September is Neonatal Intensive Care Unit (NICU) Awareness Month, and it’s hitting home particularly for one grateful family in Pennsylvania. They’re celebrating over a year with their NICU miracle baby, born weighing just one pound and 9 ounces and measuring just under 12 inches long.
Baby Mackenzie Tolan was due on August 18, 2018, but came early on May 14th after her 17-year-old mom Alesa Filipski developed preeclampsia, a serious complication of pregnancy that can be life-threatening for the mother and/or her baby. Alesa’s blood pressure had been running very high, a typical pre-eclampsia symptom, and then dropped suddenly and unexpectedly when she received treatment in the hospital. When Alesa’s blood pressure dropped, little Mackenzie’s heart rate dropped and did not recover. So, at 26 weeks and 4 days, she was born via emergency cesarean section. Thus began the family’s 90+ day journey in the NICU.
Mom Alesa recalled to Live Action News that Mackenzie’s hospital stay was filled with “a bunch of ups and downs, each step forward came with two steps back.” The whole family had to adjust to “alarms going off, wires everywhere, no privacy.”
Mackenzie’s aunt, Amber Biunno, recalled, “Most of the nurses were very kind, calm and very explanatory of anything/everything that was happening. Other families were also kind. It was still a very stressful and scary experience especially if her heart stopped or her heart rate started to drop and the machine alarms went off.”

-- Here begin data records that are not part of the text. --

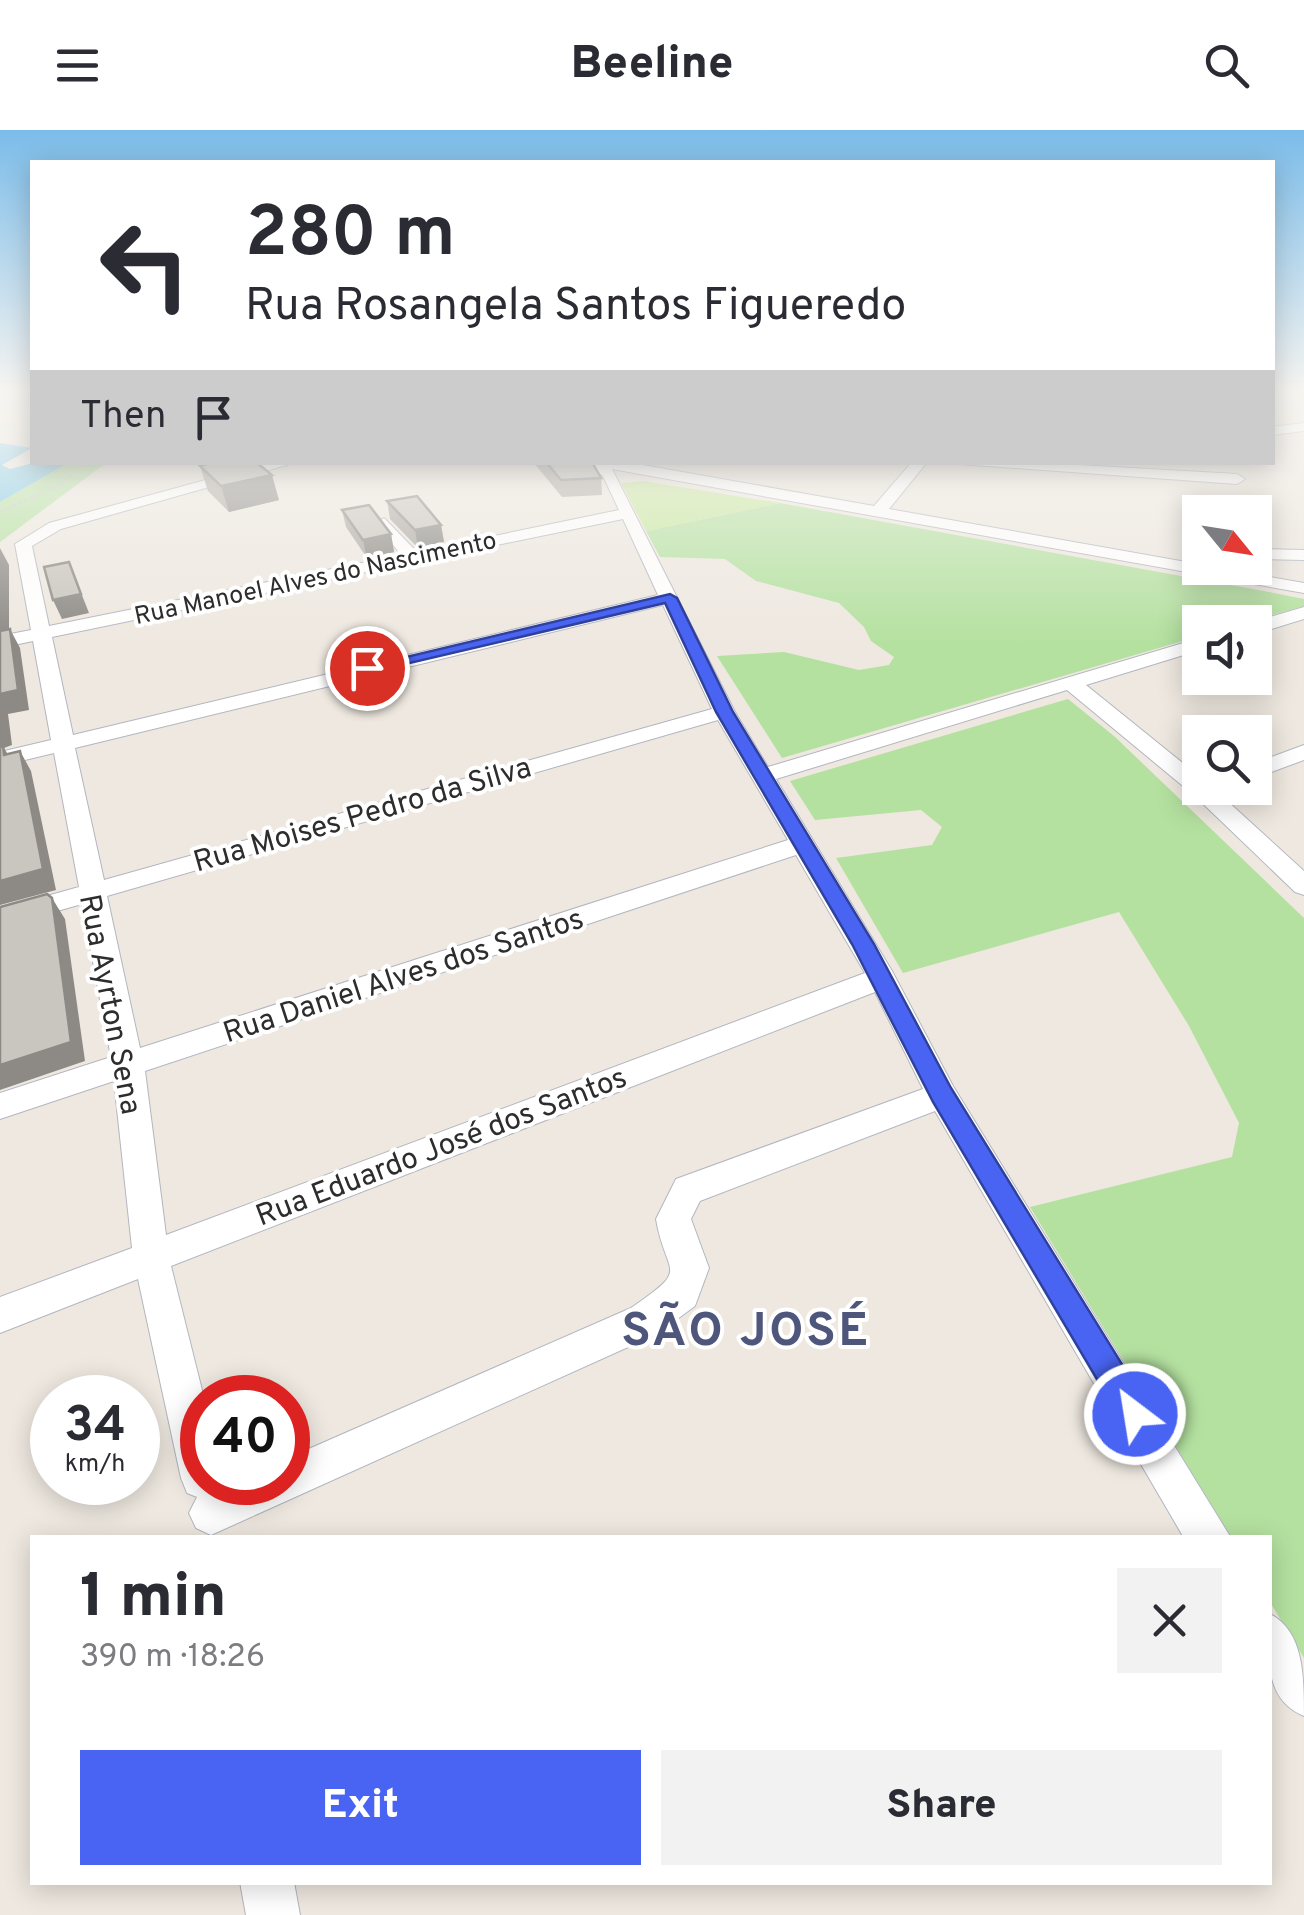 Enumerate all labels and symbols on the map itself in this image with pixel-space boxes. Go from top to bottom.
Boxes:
north arrow [1182,495,1272,585]
street label: Rua Manoel Alves do Nascimento [132,526,500,634]
pin [325,626,410,711]
street label: Rua Moises Pedro da Silva [190,750,536,882]
street label: Rua Ayrton Sena [69,891,148,1118]
street label: Rua Daniel Alves dos Santos [219,902,589,1053]
street label: Rua Eduardo José dos Santos [251,1060,633,1236]
district label: SÃO JOSÉ [621,1301,871,1363]
position arrow [1083,1362,1187,1466]
speed limit sign: 40 [180,1375,310,1505] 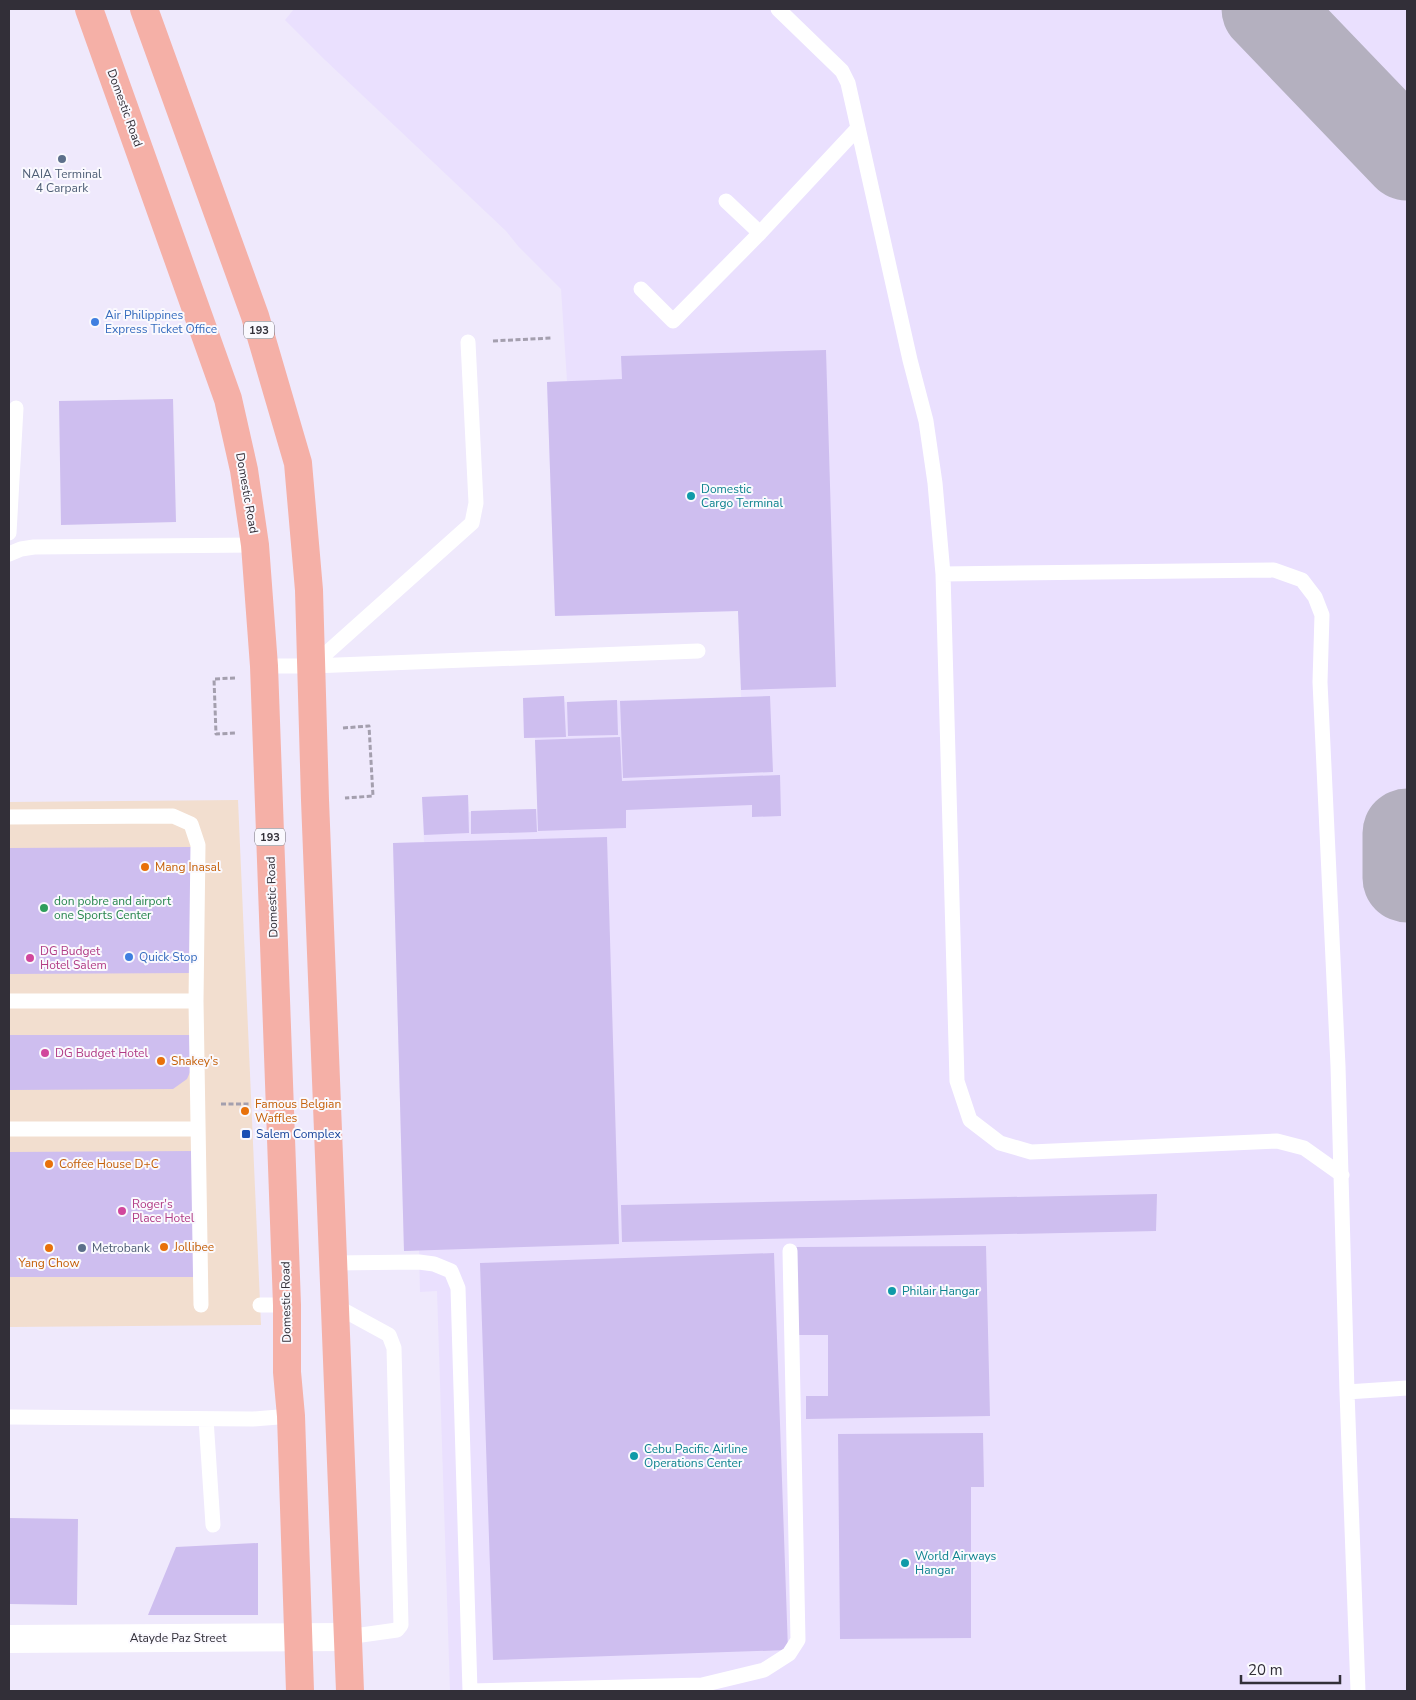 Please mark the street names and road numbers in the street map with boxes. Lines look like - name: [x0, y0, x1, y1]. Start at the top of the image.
- street label: Domestic Road: [104, 67, 146, 149]
- road number: 193: [244, 322, 274, 338]
- street label: Domestic Road: [232, 451, 262, 535]
- road number: 193: [255, 829, 285, 846]
- street label: Domestic Road: [263, 856, 281, 938]
- street label: Domestic Road: [277, 1261, 295, 1343]
- street label: Atayde Paz Street: [130, 1630, 227, 1646] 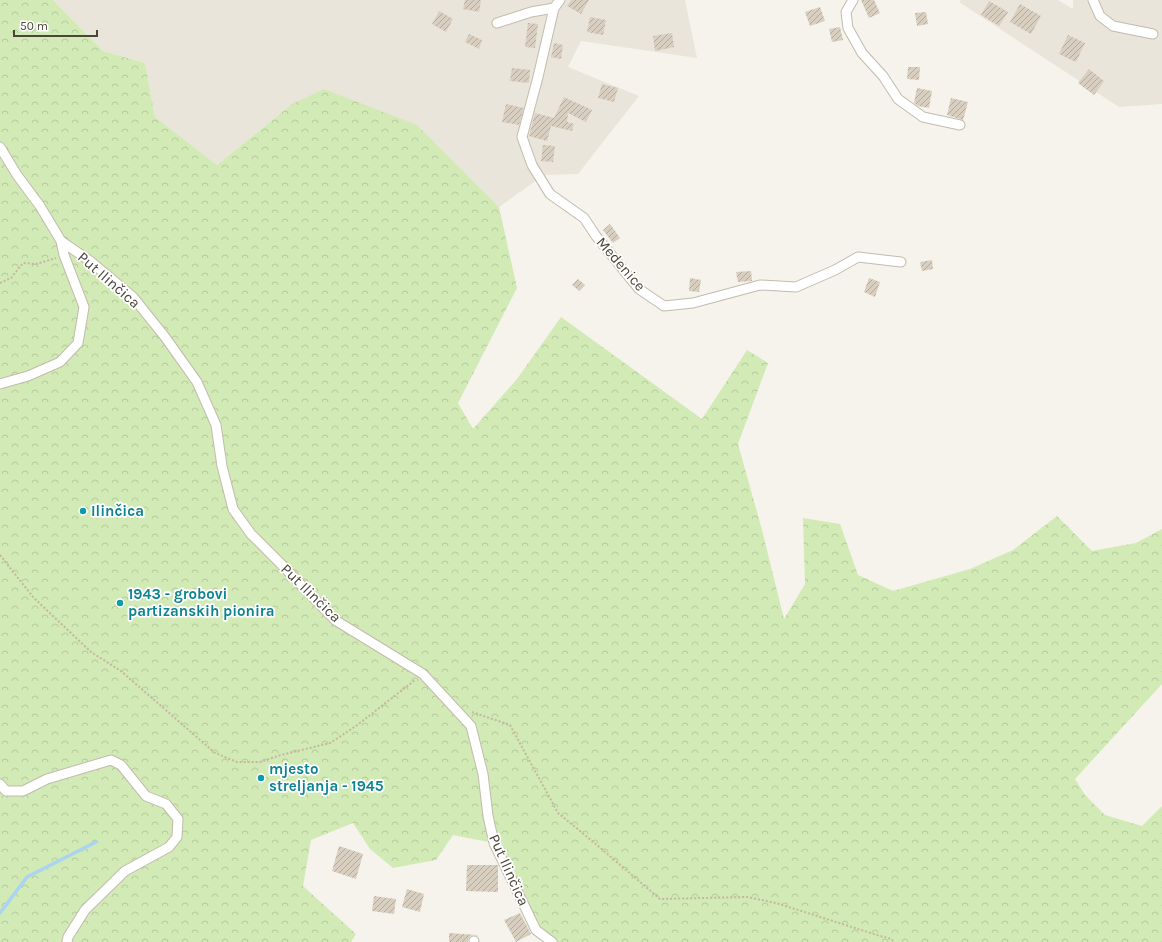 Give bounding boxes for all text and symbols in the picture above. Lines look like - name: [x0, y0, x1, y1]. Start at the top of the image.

The basic daily “routine” involved a bottle feeding (because breastfeeding would require too much energy for such a small baby), temperature check, and diaper change every 3 hours. Mackenzie spent her first few months in a closed, temperature-regulated isolette, since babies born so prematurely have significant trouble maintaining their own body temperature. The family was eventually allowed to hold her when she transitioned to an open isolette, but even then only for an hour at a time.
While the hospital environment was a far cry from the normalcy of home, mom Alesa learned to love her baby in the ways that she could, pumping milk between feedings and doing skin-to-skin time as much as possible. Grandma Michele Filipski stayed with Mackenzie whenever Alesa could not be with her, and aunt Amber visited often.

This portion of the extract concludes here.